La bataille de Cambrai (1917)

Par le brillant succès qu'elles remportent à Cambrai en novembre 1917, les troupes britanniques prouvent qu'il était possible de vaincre autrement que par une guerre d'usure effroyablement meurtrière. On assiste à cette occasion à la toute première véritable attaque de chars. Trois-cent-quatre-vingts de ces nouveaux monstres déferlent à travers le No Man's Land, au même moment où les canons ouvrent le feu. Grâce aux énormes progrès techniques dans les méthodes d'exploitation de l'artillerie, l'attaque n'est pas précédée du bombardement habituel, ce qui prend les Allemands au dépourvu, sans compter le fait qu'ils croyaient les Britanniques incapables de lancer une attaque en même temps que la troisième bataille d'Ypres avait cours. Les Alliés se retrouvent rapidement de l'autre côté des premiers systèmes de défense de la ligne Hindenburg; la nuit tombée, ils aboutissent dans la campagne à l'arrière de la défensive allemande, mais la perspective de devoir affronter les deuxième et troisième lignes de défense des Allemands n'est pas écartée. Ils semblent du moins avoir enfin réussi la percée tant attendue. En Grande-Bretagne, les cloches d'églises sonnent à toute volée et en Allemagne, l'état-major envisage différentes options pour un repli général. Tout cela est prématuré. Ne disposant pas d'un nombre suffisant de chars en réserve et les troupes disponibles en France étant trop peu nombreuses, les Britanniques ne sont pas en mesure d'exploiter leur avantage. Les Allemands ont le temps de se ressaisir, d'enrayer l'offensive et même de lancer une importante contre-attaque. Malgré les limites évidentes des chars d'assaut - mobilité difficile, mécanique non fiable, horribles conditions dans lesquelles les équipages des blindés doivent opérer - Haig demeure optimiste.

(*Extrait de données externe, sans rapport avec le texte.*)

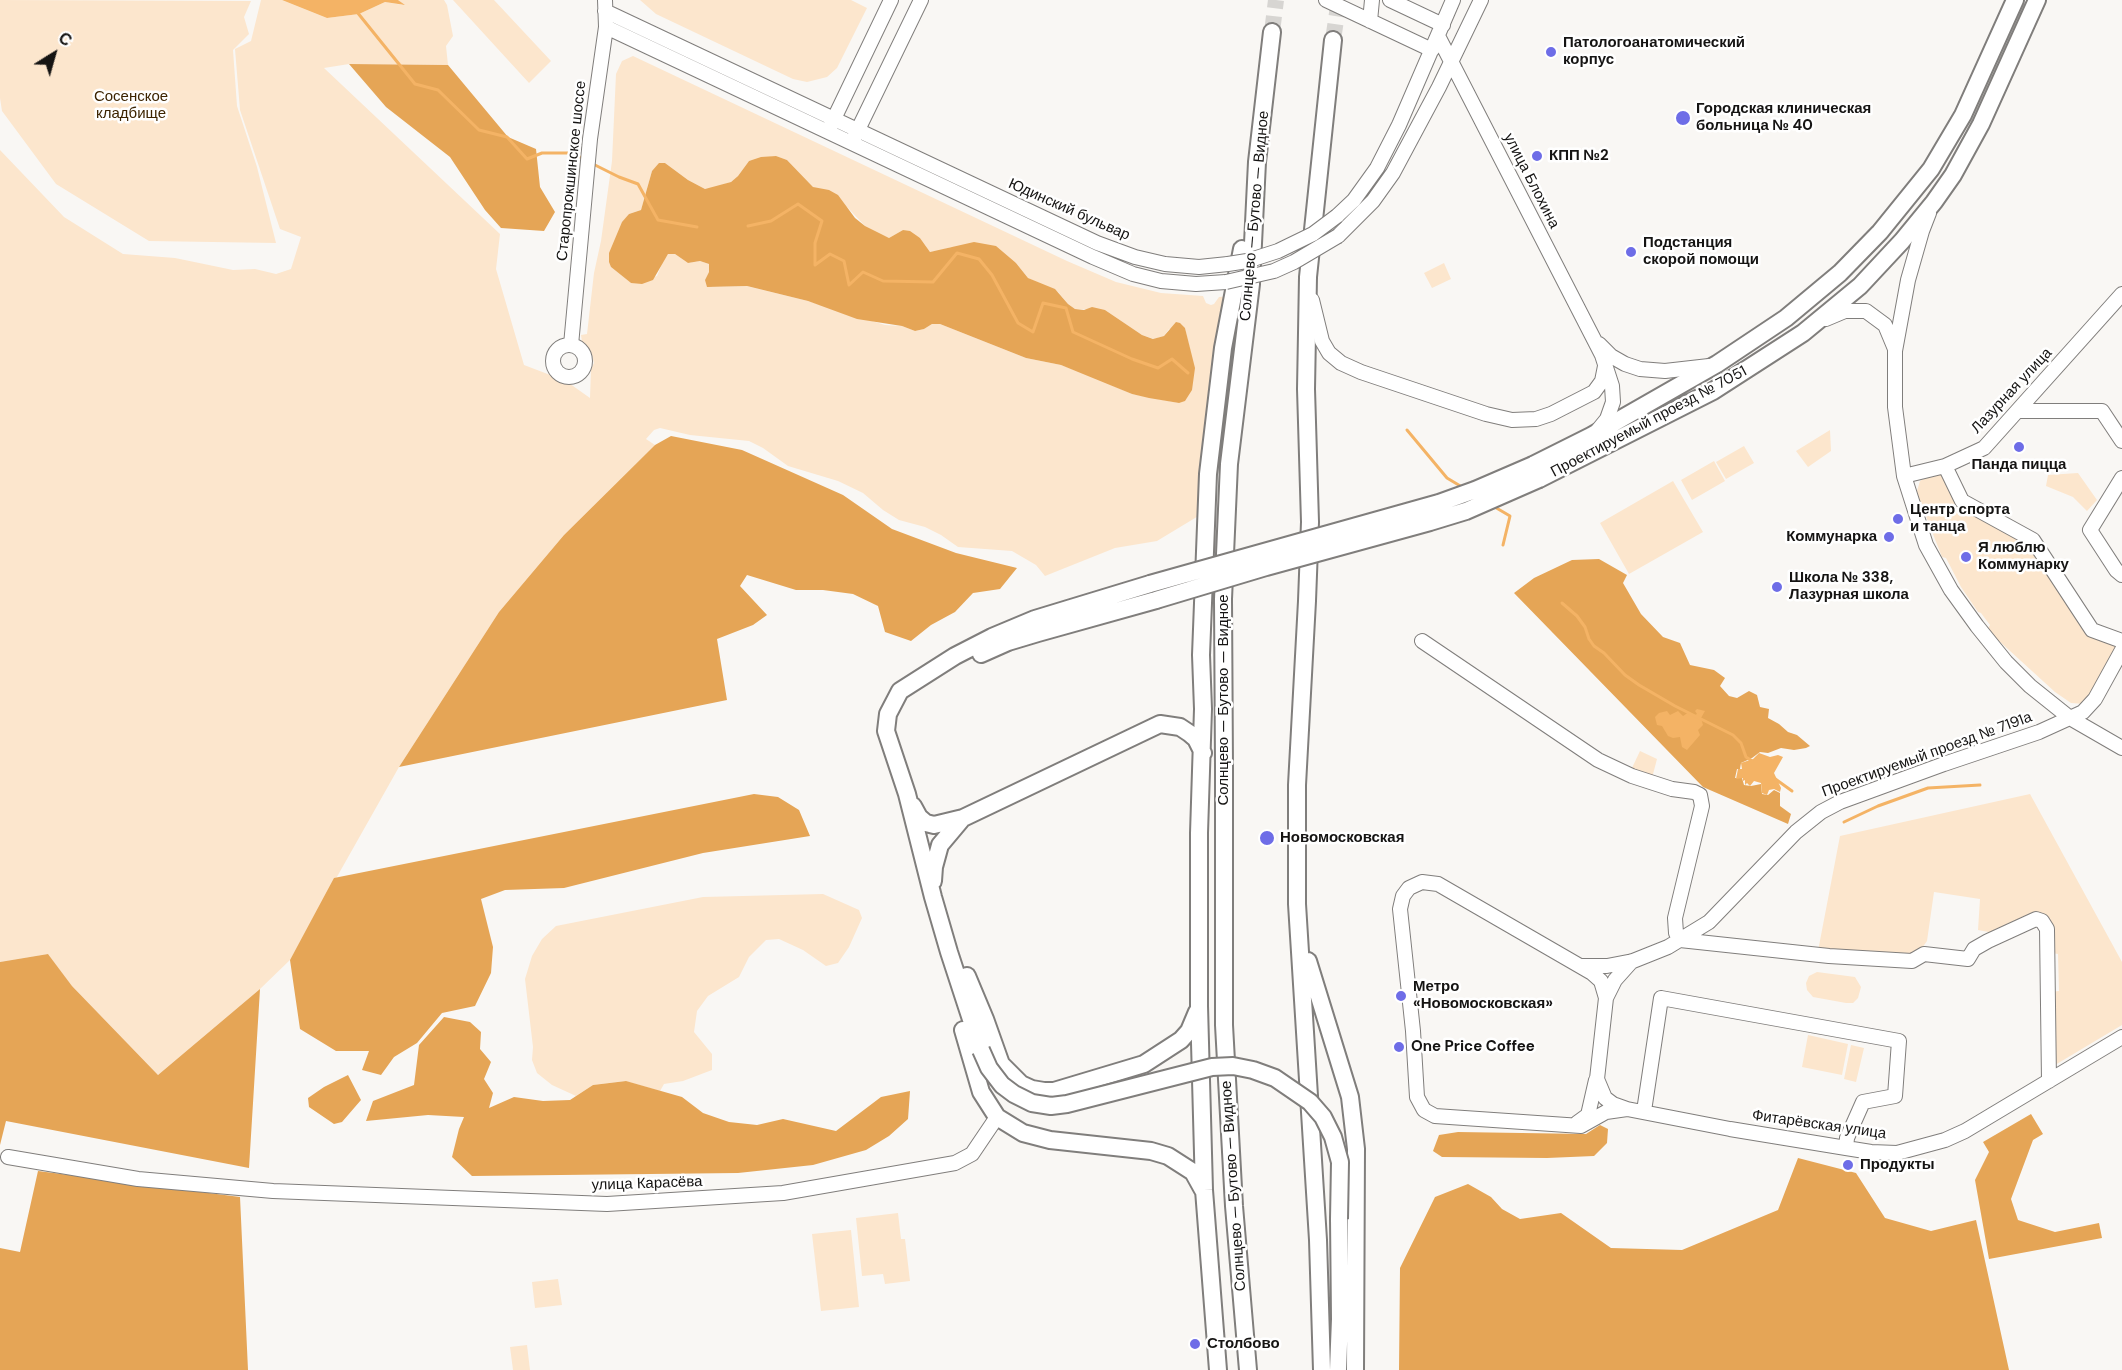 <!DOCTYPE html>
<html>
<head>
<meta charset="utf-8">
<style>
	body { margin:0 }
	#map { position:relative; width:2122px; height:1370px; overflow:hidden; background:#f9f7f4; font-family:"DM Sans",sans-serif }
	canvas { display:block }
	.north { position:absolute; left:24px; top:24px; width:60px; height:60px; -webkit-text-stroke:4px #fff; paint-order:stroke; rotate:37deg; font-size:16px; font-weight:700; line-height:24px; text-align:center; color:#151413 }
	.north::after { content:''; display:block; margin:auto; width:21px; height:27px; background:#151413; clip-path:polygon(50% 0,100% 100%,50% 72%,0 100%) }
</style>
</head>
<body>
<div id="map">
<canvas width="2122" height="1370"></canvas>
<div class="north">С</div>
</div>
<script>
const g = document.querySelector('canvas').getContext('2d');
g.lineJoin = 'round';
function fillPath(path, color) {
  g.fillStyle = color;
  g.fill(path, 'evenodd');
}
function poly(rows) {
  const path = new Path2D();
  for (const r of rows) {
    if (r.length === 3) {
      path.moveTo(r[0] + r[2], r[1]);
      path.arc(r[0], r[1], r[2], 0, 2 * Math.PI);
      continue;
    }
    path.moveTo(r[0], r[1]);
    for (let i = 2; i < r.length; i += 2) path.lineTo(r[i], r[i + 1]);
  }
  return path;
}
function trace(path, color, width, dash) {
  g.strokeStyle = color;
  g.lineWidth = width;
  g.lineCap = dash ? 'butt' : 'round';
  g.setLineDash(dash || []);
  g.stroke(path);
}
function write(font, color, halo, rows, align = 'center') {
  g.font = font + ' "DM Sans",sans-serif';
  g.lineWidth = 5;
  g.setLineDash([]);
  g.textBaseline = 'middle';
  g.strokeStyle = halo;
  g.fillStyle = color;
  for (const [text, x, y, turn = 0] of rows) {
    g.save();
    g.translate(x, y);
    g.rotate((+turn || 0) * Math.PI / 180);
    g.textAlign = isNaN(turn) ? turn : align;
    if (halo) g.strokeText(text, 0, 0);
    g.fillText(text, 0, 0);
    g.restore();
  }
}
const green = poly([
	[0,0,251,1,244,17,249,34,233,50,237,106,257,167,276,243,149,241,56,184,2,111,0,98],
	[261,0,282,0,327,18,359,14,385,2,403,5,398,0,444,0,447,5,453,36,446,46,448,65,349,64,324,68,500,234,496,269,524,365,566,381,590,398,591,369,594,363,592,355,582,342,581,335,587,334,594,273,601,241,612,161,616,74,622,61,633,56,1067,261,1116,282,1161,293,1203,296,1206,303,1211,305,1214,304,1219,297,1229,296,1200,515,1157,541,1115,548,1045,576,1036,565,1012,551,958,547,941,535,925,527,899,520,883,510,863,493,838,481,788,466,763,448,749,441,690,435,660,428,654,430,646,439,655,445,564,535,499,612,399,767,290,960,260,989,158,1075,72,986,48,954,0,962,0,150,64,217,123,254,175,258,233,270,255,269,276,274,291,269,301,237,280,229,240,110,235,49,251,41],
	[775,156,787,160,813,187,848,208,865,226,879,234,889,238,903,230,920,238,930,252,938,251,951,247,1016,263,1028,278,1058,292,1068,304,1075,309,1105,310,1142,335,1154,339,1164,336,1169,329,1185,328,1191,354,1179,403,1132,394,1086,374,1061,365,1026,358,940,324,932,324,924,329,915,331,902,326,885,325,808,301,747,286,712,287,705,280,709,272,709,264,700,261,688,263,675,254,668,254,663,261,657,276,631,283,611,267,629,214,641,210,652,171,665,163,688,180,705,189,713,188,731,182,738,176,749,161],
	[453,0,494,0,551,61,529,83],
	[640,0,851,0,867,8,837,68,827,77,807,82,793,79,656,14],
	[1444,263,1451,279,1432,288,1424,273],
	[1830,430,1831,451,1808,467,1796,451],
	[1744,446,1754,463,1726,479,1716,462],
	[1714,461,1725,481,1692,500,1681,480],
	[1941,473,1945,475,1955,500,2034,546,2085,630,2122,646,2085,704,2071,703,2055,692,1987,630,1990,625,1981,613,1978,612,1961,587,1946,558,1942,557,1918,496,1917,491,1920,481,1928,476],
	[2078,473,2097,500,2087,511,2073,497,2046,486,2048,475],
	[1673,481,1703,532,1629,574,1600,523],
	[1640,751,1657,759,1652,778,1631,770],
	[2030,794,2122,962,2122,1025,2055,1065,2050,992,2059,991,2058,954,2052,953,2048,924,1994,933,1978,930,1980,899,1934,892,1927,941,1922,948,1912,954,1889,955,1818,951,1840,836],
	[823,894,859,910,862,918,849,947,838,963,826,966,803,950,779,939,766,940,749,957,739,977,708,996,697,1011,694,1032,712,1054,712,1070,683,1081,664,1084,660,1091,625,1081,593,1085,576,1096,552,1085,537,1073,532,1060,533,1047,525,979,532,956,542,939,556,926,703,897],
	[1817,972,1855,977,1861,987,1858,998,1853,1003,1846,1003,1813,997,1807,990,1806,983,1809,976],
	[1808,1035,1848,1044,1842,1075,1802,1067],
	[1851,1045,1864,1048,1856,1082,1844,1079],
	[898,1213,901,1239,905,1239,910,1281,885,1284,883,1274,862,1276,856,1218],
	[851,1230,859,1307,821,1311,812,1234],
	[558,1279,562,1305,535,1308,532,1282],
	[527,1345,530,1370,513,1370,510,1347]
]);
const forest = poly([
	[349,64,448,65,508,137,536,149,540,187,555,212,544,231,501,228,485,210,450,157,386,107],
	[776,156,787,160,813,187,829,190,838,195,855,218,865,226,889,238,903,230,910,231,920,238,930,252,974,242,996,246,1016,263,1028,278,1055,289,1068,304,1075,309,1084,310,1092,307,1105,310,1142,335,1153,339,1164,336,1176,322,1180,323,1185,328,1195,368,1192,390,1185,401,1179,403,1149,398,1132,394,1061,365,1026,358,940,324,932,324,924,329,915,331,902,326,857,319,808,301,747,286,707,287,705,280,709,272,709,264,700,261,688,263,675,254,668,254,653,280,642,284,631,283,611,267,609,262,609,253,622,222,629,214,641,210,652,171,659,163,665,163,688,180,705,189,731,182,738,176,749,161,761,157],
	[671,436,742,450,843,495,892,529,956,553,1017,568,1000,589,973,593,955,612,931,625,911,641,885,632,878,606,853,594,823,590,796,590,747,575,740,586,767,615,753,625,717,639,727,700,399,767,499,612,564,535,655,445],
	[1599,559,1627,575,1623,583,1641,614,1663,637,1680,643,1690,665,1714,670,1725,678,1720,686,1729,696,1737,698,1749,691,1757,695,1760,707,1769,709,1768,718,1779,724,1788,732,1797,735,1810,746,1806,748,1794,750,1781,748,1768,753,1760,752,1752,758,1741,763,1740,769,1737,769,1735,778,1742,778,1744,785,1751,786,1761,784,1762,794,1768,795,1774,790,1780,793,1780,806,1791,814,1788,824,1703,787,1514,593,1534,578,1572,560],
	[754,794,778,797,799,810,810,836,703,853,564,888,505,890,481,899,493,947,491,973,475,1006,442,1013,417,1043,394,1057,381,1075,362,1070,369,1051,336,1051,300,1029,290,960,334,878],
	[48,954,72,986,158,1075,260,989,249,1168,6,1121,0,1145,0,962],
	[444,1017,470,1022,481,1032,480,1049,491,1062,484,1079,493,1093,489,1108,514,1097,543,1101,570,1100,593,1085,626,1081,682,1097,703,1113,729,1122,757,1125,783,1119,836,1131,881,1097,910,1091,908,1119,889,1136,866,1150,813,1165,738,1173,472,1176,452,1157,459,1129,464,1117,428,1115,366,1121,373,1101,414,1085,419,1045],
	[348,1075,361,1100,342,1122,334,1124,309,1107,308,1098,324,1087],
	[2031,1114,2043,1134,2033,1140,2011,1199,2018,1220,2055,1232,2099,1223,2102,1238,1989,1259,1975,1180,1989,1152,1983,1142],
	[1600,1125,1608,1129,1607,1143,1594,1156,1547,1158,1442,1157,1433,1151,1439,1135,1458,1132,1586,1134],
	[1798,1158,1856,1173,1885,1218,1931,1231,1976,1220,2009,1370,1399,1370,1400,1268,1435,1197,1468,1184,1491,1197,1502,1209,1520,1219,1561,1213,1611,1248,1682,1250,1778,1210],
	[38,1171,240,1197,248,1370,0,1370,0,1248,20,1252]
]);
const water = poly([
	[282,0,398,0,405,5,385,2,359,14,327,18],
	[1697,709,1705,711,1701,718,1703,725,1698,730,1700,735,1687,750,1682,747,1680,737,1673,738,1668,736,1662,726,1657,725,1655,717,1659,713,1667,711,1670,715,1678,711,1683,716,1689,712,1695,715,1697,714,1695,711],
	[1759,753,1770,757,1778,755,1783,757,1774,773,1781,788,1780,792,1774,789,1769,790,1767,795,1762,793,1761,783,1754,781,1750,786,1747,783,1745,785,1745,780,1743,781,1743,778,1736,779,1738,769,1742,769,1741,763,1753,759]
]);
const stream = poly([
	[357,12,415,84,438,90,479,130,507,137,527,159,542,153,573,153,584,159],
	[593,164,619,177,638,184,658,220,697,227],
	[748,226,771,221,798,204,822,221,815,243,815,265,830,254,844,261,849,285,863,272,883,281,933,282,957,253,979,259,992,275,1018,323,1033,332,1043,303,1066,308,1073,332,1132,359,1158,368,1172,359,1188,373],
	[1407,430,1447,478,1462,487],
	[1493,506,1510,516,1503,545],
	[1562,603,1577,616,1585,627,1589,639,1594,646,1604,653,1625,675,1639,685,1675,706,1733,735,1741,743,1746,757,1752,761],
	[1774,778,1792,791],
	[1844,822,1878,806,1928,788,1980,785]
]);
const majorTunnel = poly([
	[1272,32,1276,0],
	[1333,40,1339,0]
]);
const minor = poly([
	[1326,0,1432,50],
	[1390,0,1443,25],
	[605,11,1097,243,1135,257,1165,264,1199,267,1228,264],
	[1370,21,1372,0],
	[606,27,1093,257,1133,274,1161,281,1196,284,1226,282],
	[1438,36,1602,355,1612,386,1613,402,1607,419,1598,430],
	[831,125,891,0],
	[854,138,921,0],
	[1929,213,1922,231,1908,280,1895,351,1895,407,1904,476,1926,545,1951,590,1977,626,2006,662,2030,686,2070,718,2122,748],
	[1337,216,1354,200,1377,168,1399,125,1453,0],
	[1338,236,1373,201,1393,173,1439,87,1481,0],
	[1312,300,1322,341,1329,353,1341,363,1361,372,1486,414,1512,420,1536,419,1551,414,1594,392,1602,381,1605,366],
	[1826,319,1845,311,1866,311,1885,325,1895,349],
	[1599,344,1611,356,1625,364,1640,369,1665,371,1709,366],
	[571,345,590,139,606,27,605,0],
	[569,361,16],
	[2019,411,2102,411,2122,441],
	[1945,466,1962,501,2033,540,2092,630,2122,641],
	[1904,476,1945,466,1984,448,2122,294],
	[2122,478,2090,530,2116,570,2122,575],
	[1422,641,1598,760,1632,776,1672,789,1694,792,1700,795,1702,806,1675,918,1676,933,1680,940,1829,956,1912,961,1924,954,1968,959,1974,949,1988,941,2036,919,2042,921,2047,929,2049,1081],
	[1581,966,1607,966,1633,961,1668,947,1709,922,1796,832,1821,812,1840,802,1944,764,2039,732,2083,712,2095,699,2122,650],
	[1606,998,1615,980,1632,961],
	[1627,1109,1613,1104,1605,1098,1597,1079,1606,998,1601,981,1592,973,1438,884,1422,882,1409,888,1403,896,1400,909,1413,1031,1417,1097,1424,1110,1435,1116,1581,1126,1606,1112,1627,1109,1730,1129,1846,1148,1871,1152,1897,1153,1945,1140,1965,1131,2122,1037],
	[1644,1111,1661,998,1899,1041,1895,1096,1863,1102,1847,1138,1846,1148],
	[1577,1123,1588,1115,1596,1080],
	[8,1157,138,1179,273,1191,607,1204,783,1193,955,1163,972,1154,997,1117]
]);
const major = poly([
	[1533,465,1591,436,1717,364,1786,318,1840,273,1880,232,1931,169,1963,115,2015,0],
	[1539,479,1713,391,1803,333,1860,286,1902,241,1934,202,1953,175,1981,124,2037,0],
	[981,654,1008,642,1038,633,1156,600],
	[913,806,919,817,926,823,934,825,963,818,1160,724,1180,727,1189,733,1196,739,1203,753],
	[933,881,934,867,940,845,961,820],
	[1308,961,1350,1097,1356,1149,1355,1370],
	[967,976,985,1019,1001,1064,1021,1084,1032,1089,1044,1091,1054,1091,1144,1064,1181,1040,1189,1031,1197,1012],
	[963,1030,981,1092,997,1117,1023,1133,1050,1140,1151,1151,1168,1156,1193,1172,1203,1190],
	[981,1050,949,952,933,897,907,794,886,731,888,714,900,691,955,656,992,637,1035,619,1150,584],
	[1218,1370,1204,1190,1199,1006,1199,833,1203,709,1201,655,1208,474,1223,348,1242,249],
	[1248,1370,1234,1206,1224,1025,1224,767,1223,599,1229,464,1251,284,1257,162,1272,32],
	[1322,1370,1318,1240,1297,904,1297,785,1307,601,1310,522,1306,389,1308,277,1333,40],
	[1338,1370,1340,1319,1339,1219]
]);
const minorBridge = poly([
	[1228,264,1247,261,1278,251,1313,234,1337,216],
	[1226,282,1274,271,1294,262,1338,236]
]);
const majorBridge = poly([
	[1150,584,1439,503,1475,490,1533,465],
	[1156,600,1266,567,1430,522,1466,511,1539,479],
	[981,1050,989,1068,1002,1085,1014,1094,1032,1103,1051,1106,1067,1104,1212,1067,1233,1066,1253,1070,1275,1078,1310,1102,1323,1117,1333,1137,1340,1162,1339,1219]
]);
const markers = [
	[1551,52,6,"#6e6de7"],
	[1683,118,8,"#6e6de7"],
	[1537,156,6,"#6e6de7"],
	[1631,252,6,"#6e6de7"],
	[2019,447,6,"#6e6de7"],
	[1898,519,6,"#6e6de7"],
	[1889,537,6,"#6e6de7"],
	[1966,557,6,"#6e6de7"],
	[1777,587,6,"#6e6de7"],
	[1267,838,8,"#6e6de7"],
	[1401,996,6,"#6e6de7"],
	[1399,1047,6,"#6e6de7"],
	[1848,1165,6,"#6e6de7"],
	[1195,1344,6,"#6e6de7"]
];
const poiNames = [
	["Патологоанатомический",1563,43],
	["корпус",1563,60],
	["Городская клиническая",1696,109],
	["больница № 40",1696,126],
	["КПП №2",1549,156],
	["Подстанция",1643,243],
	["скорой помощи",1643,260],
	["Панда пицца",2019,465,"center"],
	["Центр спорта",1910,510],
	["и танца",1910,527],
	["Коммунарка",1877,537,"right"],
	["Я люблю",1978,548],
	["Коммунарку",1978,565],
	["Школа № 338,",1789,578],
	["Лазурная школа",1789,595],
	["Новомосковская",1280,838],
	["Метро",1413,987],
	["«Новомосковская»",1413,1004],
	["One Price Coffee",1411,1047],
	["Продукты",1860,1165],
	["Столбово",1207,1344]
];
const parkNames = [
	["Сосенское",131,97],
	["кладбище",131,114]
];
const streetNames = [
	["Старопрокшинское шоссе",572,171,-84],
	["улица Блохина",1531,181,63],
	["Юдинский бульвар",1069,210,24],
	["Солнцево — Бутово — Видное",1255,216,-85],
	["Лазурная улица",2012,391,-47],
	["Проектируемый проезд № 7051",1649,422,-28],
	["Солнцево — Бутово — Видное",1224,700,-90],
	["Проектируемый проезд № 7191а",1927,755,-20],
	["Фитарёвская улица",1819,1125,8],
	["улица Карасёва",647,1184,-2],
	["Солнцево — Бутово — Видное",1234,1186,-94]
];
fillPath(green, '#fce6cd');
fillPath(forest, '#e5a556');
fillPath(water, '#f4b365');
trace(stream, '#f4b365', 3);
trace(majorTunnel, '#d7d5d2', 16, [16, 8]);
trace(minor, '#807e7c', 16);
trace(major, '#807e7c', 20);
trace(minor, '#fff', 14);
trace(major, '#fff', 16);
trace(minorBridge, '#807e7c', 16, []);
trace(majorBridge, '#807e7c', 20, []);
trace(minorBridge, '#fff', 14);
trace(majorBridge, '#fff', 16);
for (const [x, y, r, color] of markers) {
  const dot = new Path2D();
  dot.arc(x, y, r, 0, 2 * Math.PI);
  g.fillStyle = color;
  g.fill(dot);
  trace(dot, '#fff', 2);
}
write('bold 15px', '#151413', '#fff', poiNames, 'left');
write('15px', '#3d2401', '#fff', parkNames);
write('15px', '#151413', '#fff', streetNames);
</script>
</body>
</html>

Cambrai occupe aussi une place importante parmi les exploits guerriers des Canadiens puisque c'est dans cette ville que la brigade canadienne de cavalerie et le régiment de Terre-Neuve se sont illustrés au sein de formations britanniques. Peu de temps après la bataille, le Newfoundland Regiment se voit accorder le titre « Royal » - le seul régiment à recevoir ces honneurs durant la guerre.